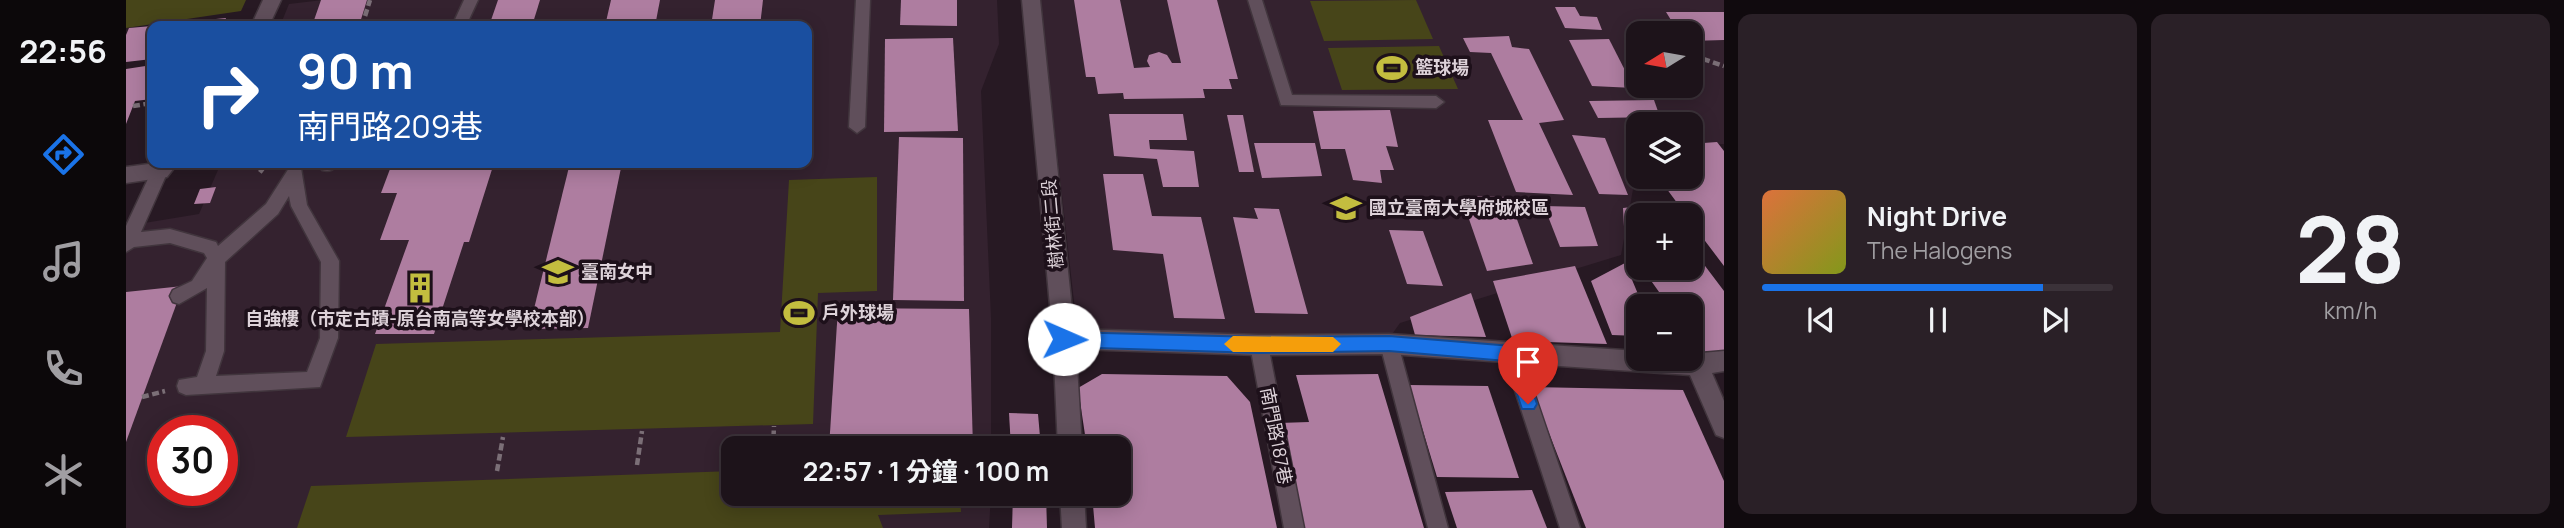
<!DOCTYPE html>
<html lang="zh-TW">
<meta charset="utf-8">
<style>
body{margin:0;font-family:Manrope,"Noto Sans TC",sans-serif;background:#2a2027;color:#f1f3f6;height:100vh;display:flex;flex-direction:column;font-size:26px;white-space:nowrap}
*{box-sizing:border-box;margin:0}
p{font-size:23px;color:#a09ea2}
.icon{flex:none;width:38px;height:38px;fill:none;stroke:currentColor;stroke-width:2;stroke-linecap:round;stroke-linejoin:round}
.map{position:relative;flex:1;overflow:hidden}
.sheet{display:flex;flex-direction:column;gap:14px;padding:14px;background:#100a0e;width:840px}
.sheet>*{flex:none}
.top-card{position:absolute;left:21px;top:21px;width:665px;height:147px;border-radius:14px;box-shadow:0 4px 18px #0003,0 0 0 2px #3b3239;background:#1a4fa0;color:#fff;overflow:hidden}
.needle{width:46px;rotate:259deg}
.fabs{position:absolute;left:1500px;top:21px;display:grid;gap:14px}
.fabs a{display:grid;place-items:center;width:77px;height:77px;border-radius:14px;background:#1d131a;box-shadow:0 4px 18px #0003,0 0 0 2px #3b3239;font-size:35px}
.speed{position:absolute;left:21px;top:415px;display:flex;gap:14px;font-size:35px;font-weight:700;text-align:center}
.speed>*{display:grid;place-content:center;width:91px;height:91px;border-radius:50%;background:#1d131a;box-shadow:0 4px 18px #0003,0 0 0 2px #3b3239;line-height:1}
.speed .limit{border:10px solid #d22;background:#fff;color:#111}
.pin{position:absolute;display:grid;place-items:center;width:60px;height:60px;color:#fff;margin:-72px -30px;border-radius:50% 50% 50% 0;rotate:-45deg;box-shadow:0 0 7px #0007}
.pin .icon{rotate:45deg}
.me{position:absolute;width:77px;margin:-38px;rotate:91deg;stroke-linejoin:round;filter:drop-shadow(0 0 5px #0008)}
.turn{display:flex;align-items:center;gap:24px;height:147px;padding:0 35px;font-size:32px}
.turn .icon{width:91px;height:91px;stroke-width:2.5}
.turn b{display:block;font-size:49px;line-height:60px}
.sheet .tile{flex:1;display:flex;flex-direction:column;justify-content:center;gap:10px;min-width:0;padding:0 24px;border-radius:14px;background:#2a2027}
.sheet .dial{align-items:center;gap:0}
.dial b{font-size:91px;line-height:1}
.song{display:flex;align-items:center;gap:21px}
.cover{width:84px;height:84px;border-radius:10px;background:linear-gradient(135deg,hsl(20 70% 55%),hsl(70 70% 35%))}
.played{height:7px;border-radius:4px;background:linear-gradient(90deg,#1a73e8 80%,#3b3239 80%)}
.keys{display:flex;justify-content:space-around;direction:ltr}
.sheet .tiles{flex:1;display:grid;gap:14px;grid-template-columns:repeat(2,1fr)}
.trip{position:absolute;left:595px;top:436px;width:410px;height:70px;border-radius:14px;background:#1d131a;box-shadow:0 4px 18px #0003,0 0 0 2px #3b3239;font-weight:700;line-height:70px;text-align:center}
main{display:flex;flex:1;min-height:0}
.menu{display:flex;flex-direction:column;width:126px;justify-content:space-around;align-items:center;background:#0c080a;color:#a09ea2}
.menu .icon{width:49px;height:49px}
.menu .current{color:#1a73e8}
.menu b{font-size:32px;color:#f1f3f6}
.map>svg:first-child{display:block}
.built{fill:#34222f;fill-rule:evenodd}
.green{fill:#474519}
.building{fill:#ae7da0}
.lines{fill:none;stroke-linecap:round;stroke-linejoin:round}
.service-casing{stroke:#41353d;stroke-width:3}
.minor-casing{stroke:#41353d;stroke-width:3}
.path{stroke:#7b6f77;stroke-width:4.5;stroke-dasharray:7 3.5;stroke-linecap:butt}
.service{fill:#604f5b;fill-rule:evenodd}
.minor{fill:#604f5b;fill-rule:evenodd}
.route{fill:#1a73e8;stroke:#114b97;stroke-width:2}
.slow{fill:#f59e0b}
.labels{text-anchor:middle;stroke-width:7;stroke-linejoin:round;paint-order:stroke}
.poi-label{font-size:18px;font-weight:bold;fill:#ddd2d9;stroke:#1d101a;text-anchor:start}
.street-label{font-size:18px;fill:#ddd2d9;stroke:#1d101a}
</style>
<main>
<nav class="menu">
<b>22:56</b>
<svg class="icon current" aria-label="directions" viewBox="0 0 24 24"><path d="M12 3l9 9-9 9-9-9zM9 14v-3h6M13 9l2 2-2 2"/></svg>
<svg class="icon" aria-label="music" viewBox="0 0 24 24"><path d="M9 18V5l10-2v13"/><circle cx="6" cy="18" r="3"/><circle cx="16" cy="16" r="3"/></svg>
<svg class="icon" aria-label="phone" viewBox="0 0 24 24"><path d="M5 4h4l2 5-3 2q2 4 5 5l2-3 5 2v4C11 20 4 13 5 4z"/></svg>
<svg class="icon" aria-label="climate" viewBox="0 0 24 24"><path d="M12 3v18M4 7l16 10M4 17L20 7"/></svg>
</nav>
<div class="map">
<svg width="1598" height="528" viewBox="0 0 1598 528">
<rect width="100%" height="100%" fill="#271923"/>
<g class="built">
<path d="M 197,0 L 871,0 L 873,44 L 855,91 L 865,318 L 865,448 L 607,448 L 607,494 L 865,494 L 863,528 L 0,528 L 0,226 L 73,214 L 95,163 L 681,163 L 681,26 L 154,26 L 163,4 ZM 37,430 L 96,430 L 96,490 L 37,490 Z"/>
<path d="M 914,0 L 1598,0 L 1598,144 L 1565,145 L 1564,124 L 1512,124 L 1512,162 L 1495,255 L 1274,323 L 1264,337 L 967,335 L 950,319 ZM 1512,33 L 1564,33 L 1564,86 L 1512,86 Z"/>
</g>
<g class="green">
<polygon points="0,0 120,0 115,11 0,28"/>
<polygon points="1290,0 1307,39 1198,41 1184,1"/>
<polygon points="1313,46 1332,89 1216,90 1202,48"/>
<polygon points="751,177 751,291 692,293 687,424 220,437 250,344 654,332 663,180"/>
<polygon points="607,471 607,494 834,494 835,512 752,515 757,528 171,528 185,486"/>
</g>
<g class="building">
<polygon points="195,0 241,0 233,26 186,26"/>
<polygon points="372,0 414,0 406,26 363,26"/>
<polygon points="485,0 534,0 529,26 479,26"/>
<polygon points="589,0 637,0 634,26 585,26"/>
<polygon points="775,0 831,0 831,26 774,25"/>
<polygon points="948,0 994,0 1008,68 1024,67 1021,61 1023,55 1033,52 1041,55 1046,63 1055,63 1041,0 1091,0 1112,79 1103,79 1106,89 1077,89 1079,98 998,99 997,93 972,94 969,77 960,77"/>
<polygon points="1429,7 1449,7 1454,16 1471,17 1476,30 1439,28"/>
<polygon points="1540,12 1598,12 1598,40 1564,41 1564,33 1553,33"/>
<polygon points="100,18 97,26 40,26 39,24"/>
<polygon points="26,26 26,59 0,62 0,35 3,28"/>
<polygon points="1383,36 1386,47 1403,49 1438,120 1413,123 1447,195 1390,192 1362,120 1397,120 1365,53 1344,52 1337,38"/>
<polygon points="827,38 832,131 758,132 759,39"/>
<polygon points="1483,39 1508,88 1466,86 1443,40"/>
<polygon points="26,65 26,99 9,101 0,124 0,69"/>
<polygon points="1528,100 1534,117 1472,118 1463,101"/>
<polygon points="1264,110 1272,147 1260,146 1268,170 1254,170 1256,183 1227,180 1219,149 1195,149 1187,111"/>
<polygon points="983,114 1057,114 1061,140 1023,140 1024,149 1068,151 1073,187 1037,187 1031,159 988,156"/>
<polygon points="1101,115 1117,115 1128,172 1113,172"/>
<polygon points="1446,135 1479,138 1502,195 1473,194"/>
<polygon points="773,137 837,138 838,301 767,300"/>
<polygon points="1591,142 1598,151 1598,266 1564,221 1564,215 1560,215 1532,177 1564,177 1564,144"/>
<polygon points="1128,143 1189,143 1196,176 1136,178"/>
<polygon points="283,163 368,163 343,242 338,242 308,334 249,334 283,240 254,240 271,193 255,193 264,169 281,169"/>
<polygon points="444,163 496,163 462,328 403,329"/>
<polygon points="564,163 618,163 617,168 563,169"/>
<polygon points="977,174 1017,174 1026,216 1075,217 1099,319 1048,318 1037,254 987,250"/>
<polygon points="90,187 84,203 68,204 74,189"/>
<polygon points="1335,196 1383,197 1407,264 1361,271"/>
<polygon points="1533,204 1541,215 1512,215 1512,263 1499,245 1497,208"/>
<polygon points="1418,206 1459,207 1472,246 1434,247"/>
<polygon points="1128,208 1153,209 1182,314 1129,313 1107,217 1132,219"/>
<polygon points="1263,230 1297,231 1317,286 1281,284"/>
<polygon points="1564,246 1598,291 1598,351 1578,355 1564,336 1564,306 1543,306 1516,268 1564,268"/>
<polygon points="1499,263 1517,306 1512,306 1512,336 1486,335 1465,281"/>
<polygon points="1449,266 1481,344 1387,341 1367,281"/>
<polygon points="57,286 0,442 0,292"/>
<polygon points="1345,293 1360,337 1289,335 1284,317"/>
<polygon points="712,308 843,309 847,448 703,448"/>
<polygon points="976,374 1101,376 1124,402 1151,528 969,528 966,494 992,494 992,448 961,448 952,388"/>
<polygon points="1252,374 1298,528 1178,528 1153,423 1183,422 1170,375"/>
<polygon points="1283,385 1362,386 1393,478 1311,477"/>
<polygon points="1405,387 1557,390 1598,481 1598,528 1460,528"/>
<polygon points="883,413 912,414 915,448 885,448"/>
<polygon points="1406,490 1421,528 1331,528 1319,492"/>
<polygon points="887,494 920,494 921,528 886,528"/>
</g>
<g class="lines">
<g class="service-casing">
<g id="service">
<polygon points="338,0 352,0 340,26 326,26"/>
<polygon points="730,0 744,0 739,127 731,133 723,127"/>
<polygon points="1122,0 1136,0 1166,95 1310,96 1318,102 1310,108 1155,105"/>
<path d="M 195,163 L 212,163 C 208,170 204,172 196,170 Z"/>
<path d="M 34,164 L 42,171 L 15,232 L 44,229 L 90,242 L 92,246 L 140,204 L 163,168 L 175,168 L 181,205 L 213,261 L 212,338 L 194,387 L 60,395 L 53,392 L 51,386 L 53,380 L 71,377 L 80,351 L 81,288 L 53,304 L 47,302 L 44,296 L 47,290 L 66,281 L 81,258 L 78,253 L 44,243 L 8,247 L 0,252 L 0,226 L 28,166 ZM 163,196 L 165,206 L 195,262 L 194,338 L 181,372 L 90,376 L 98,351 L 99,262 L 152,214 Z"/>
<polygon points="1263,336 1270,338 1272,344 1322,528 1302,528 1254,344 1256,338"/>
<polygon points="1133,337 1140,339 1142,345 1178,528 1158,528 1124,345 1126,339"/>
<polygon points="1386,346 1393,348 1395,354 1454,528 1434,528 1377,354 1379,348"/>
</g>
</g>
<g class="minor-casing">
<g id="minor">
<polygon points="137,0 155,0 143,26 125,26"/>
<polygon points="896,0 914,0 948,329 1133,335 1263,334 1512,351 1512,359 1564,359 1564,354 1598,351 1598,371 1586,373 1598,401 1598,438 1590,435 1564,375 1263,354 1133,355 950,349 956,448 932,448 927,339"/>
<polygon points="30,163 52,163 41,177 0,183 0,167"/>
<polygon points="934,494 958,494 960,528 936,528"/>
</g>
</g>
<g class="path">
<polyline points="236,26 244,0"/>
<polyline points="1577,59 1598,66"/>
<polyline points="7,106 26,103"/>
<polyline points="125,163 137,172"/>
<polyline points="16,397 39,391"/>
<polyline points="647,448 648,426"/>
<polyline points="511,465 516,431"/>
<polyline points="371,471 377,437"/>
</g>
<use href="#service" class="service"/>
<use href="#minor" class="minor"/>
</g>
<polygon class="route" points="938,332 1133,337 1263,336 1386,346 1394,354 1411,404 1408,409 1396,409 1380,361 1263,351 1133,353 938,347 930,339"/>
<polygon class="slow" points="1107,336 1207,337 1215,344 1207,352 1107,352 1098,344"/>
<defs>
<g id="stadium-bare" transform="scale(2.415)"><path d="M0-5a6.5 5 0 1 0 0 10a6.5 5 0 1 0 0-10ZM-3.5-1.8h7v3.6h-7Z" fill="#c3bd3f" stroke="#1d101a" stroke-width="2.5" paint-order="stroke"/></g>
<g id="university-bare" transform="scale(2.415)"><path d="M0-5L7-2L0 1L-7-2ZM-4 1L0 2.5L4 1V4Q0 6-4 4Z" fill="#c3bd3f" stroke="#1d101a" stroke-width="2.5" paint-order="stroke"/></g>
<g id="school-bare" transform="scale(2.415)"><path d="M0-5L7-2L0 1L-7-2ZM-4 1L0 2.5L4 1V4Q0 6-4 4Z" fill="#c3bd3f" stroke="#1d101a" stroke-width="2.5" paint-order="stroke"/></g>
<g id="building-bare" transform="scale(2.415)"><path d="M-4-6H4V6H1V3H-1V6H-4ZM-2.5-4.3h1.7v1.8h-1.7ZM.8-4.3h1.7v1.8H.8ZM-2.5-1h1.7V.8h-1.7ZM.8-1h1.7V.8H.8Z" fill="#c3bd3f" stroke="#1d101a" stroke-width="2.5" paint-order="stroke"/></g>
</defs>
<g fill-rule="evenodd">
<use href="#stadium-bare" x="1266" y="68"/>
<use href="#university-bare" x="1220" y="208"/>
<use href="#school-bare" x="432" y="272"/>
<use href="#building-bare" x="294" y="288"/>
<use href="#stadium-bare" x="673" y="313"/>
</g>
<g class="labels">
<g class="poi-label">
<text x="1289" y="74">籃球場</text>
<text x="1243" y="214">國立臺南大學府城校區</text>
<text x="455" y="278">臺南女中</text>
<text x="696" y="319">戶外球場</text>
<text x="294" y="325" text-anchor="middle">自強樓（市定古蹟-原台南高等女學校本部）</text>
</g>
<g class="street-label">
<text transform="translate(927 224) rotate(-95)" y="6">樹林街二段</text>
<text transform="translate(1150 436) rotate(79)" y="6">南門路187巷</text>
</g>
</g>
</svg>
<div class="fabs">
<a><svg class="needle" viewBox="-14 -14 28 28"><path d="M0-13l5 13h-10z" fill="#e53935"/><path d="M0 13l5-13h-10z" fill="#a09ea2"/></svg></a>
<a><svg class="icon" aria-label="layers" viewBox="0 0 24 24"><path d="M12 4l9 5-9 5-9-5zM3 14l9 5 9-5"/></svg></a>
<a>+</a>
<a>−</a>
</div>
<div class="speed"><div class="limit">30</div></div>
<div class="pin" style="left:1402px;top:404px;background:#d93025"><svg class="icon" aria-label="arrive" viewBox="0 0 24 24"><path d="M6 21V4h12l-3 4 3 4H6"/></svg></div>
<svg class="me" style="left:938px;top:339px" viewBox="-20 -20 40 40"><circle r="19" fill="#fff"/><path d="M0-13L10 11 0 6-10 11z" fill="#1a73e8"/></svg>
<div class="trip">22:57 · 1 分鐘 · 100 m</div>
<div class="top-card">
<div class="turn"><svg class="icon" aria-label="right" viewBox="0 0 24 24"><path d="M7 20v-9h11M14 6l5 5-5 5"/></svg><div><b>90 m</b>南門路209巷</div></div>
</div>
</div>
<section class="sheet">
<div class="tiles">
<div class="tile">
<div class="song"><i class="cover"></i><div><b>Night Drive</b><p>The Halogens</p></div></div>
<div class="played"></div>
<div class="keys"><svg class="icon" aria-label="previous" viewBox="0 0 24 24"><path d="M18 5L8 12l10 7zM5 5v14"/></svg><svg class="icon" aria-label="pause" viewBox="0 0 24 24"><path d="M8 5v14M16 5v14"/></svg><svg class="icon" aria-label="next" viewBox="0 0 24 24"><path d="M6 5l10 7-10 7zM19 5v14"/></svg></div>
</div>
<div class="tile dial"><b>28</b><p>km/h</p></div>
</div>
</section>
</main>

+--

- PROBLEM STATEMENT:
Scan the listing above and identify each line holding the string "lines"; copy every such line.

- WORKED SOLUTION:
.lines{fill:none;stroke-linecap:round;stroke-linejoin:round}
<g class="lines">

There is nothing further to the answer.